◆ What the task asks
Each line of the listing that includes the string "image" needs to be located and copied.

──────── Data section ────────

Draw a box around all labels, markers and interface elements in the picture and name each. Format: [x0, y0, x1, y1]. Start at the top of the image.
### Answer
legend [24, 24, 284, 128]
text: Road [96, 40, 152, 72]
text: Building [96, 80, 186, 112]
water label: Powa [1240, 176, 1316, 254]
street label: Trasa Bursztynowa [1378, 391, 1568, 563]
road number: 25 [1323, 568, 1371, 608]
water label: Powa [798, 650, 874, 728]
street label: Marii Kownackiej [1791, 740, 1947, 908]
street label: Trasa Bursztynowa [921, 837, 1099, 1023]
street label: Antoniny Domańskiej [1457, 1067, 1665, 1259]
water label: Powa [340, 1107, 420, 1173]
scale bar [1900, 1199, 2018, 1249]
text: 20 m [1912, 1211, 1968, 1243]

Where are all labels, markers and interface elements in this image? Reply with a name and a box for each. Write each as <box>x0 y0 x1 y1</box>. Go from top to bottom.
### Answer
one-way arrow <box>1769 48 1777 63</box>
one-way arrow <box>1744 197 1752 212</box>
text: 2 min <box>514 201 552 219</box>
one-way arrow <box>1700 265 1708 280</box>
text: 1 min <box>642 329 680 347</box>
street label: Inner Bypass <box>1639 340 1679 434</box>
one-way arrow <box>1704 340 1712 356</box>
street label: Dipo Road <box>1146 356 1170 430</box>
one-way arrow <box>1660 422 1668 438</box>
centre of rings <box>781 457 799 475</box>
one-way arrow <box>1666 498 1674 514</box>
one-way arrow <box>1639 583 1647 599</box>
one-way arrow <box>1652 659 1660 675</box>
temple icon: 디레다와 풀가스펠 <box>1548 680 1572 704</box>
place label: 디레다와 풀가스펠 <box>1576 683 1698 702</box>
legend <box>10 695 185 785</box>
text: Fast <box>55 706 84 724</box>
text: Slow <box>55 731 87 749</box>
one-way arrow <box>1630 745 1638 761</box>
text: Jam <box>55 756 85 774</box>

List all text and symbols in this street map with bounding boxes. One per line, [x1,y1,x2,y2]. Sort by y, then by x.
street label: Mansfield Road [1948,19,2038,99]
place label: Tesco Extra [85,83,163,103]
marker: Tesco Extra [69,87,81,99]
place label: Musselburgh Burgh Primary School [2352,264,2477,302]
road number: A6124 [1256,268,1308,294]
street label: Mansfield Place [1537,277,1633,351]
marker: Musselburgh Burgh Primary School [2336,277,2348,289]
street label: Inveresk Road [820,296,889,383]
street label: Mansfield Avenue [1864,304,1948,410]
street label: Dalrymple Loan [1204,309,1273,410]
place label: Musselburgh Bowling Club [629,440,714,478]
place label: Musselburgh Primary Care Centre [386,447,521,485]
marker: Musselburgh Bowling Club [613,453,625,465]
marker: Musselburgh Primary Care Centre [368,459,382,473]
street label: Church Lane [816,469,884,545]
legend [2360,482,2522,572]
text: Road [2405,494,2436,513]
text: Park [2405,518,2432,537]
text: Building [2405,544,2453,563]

────────

◆ Answer box
Draw a box around all labels, markers and interface elements in the picture and name each. Format: [x0, y0, x1, y1]. Start at the top of the image.
Where are all labels, markers and interface elements in this image? Reply with a name and a box for each. Write each as <box>x0 y0 x1 y1</box>. Go from top to bottom.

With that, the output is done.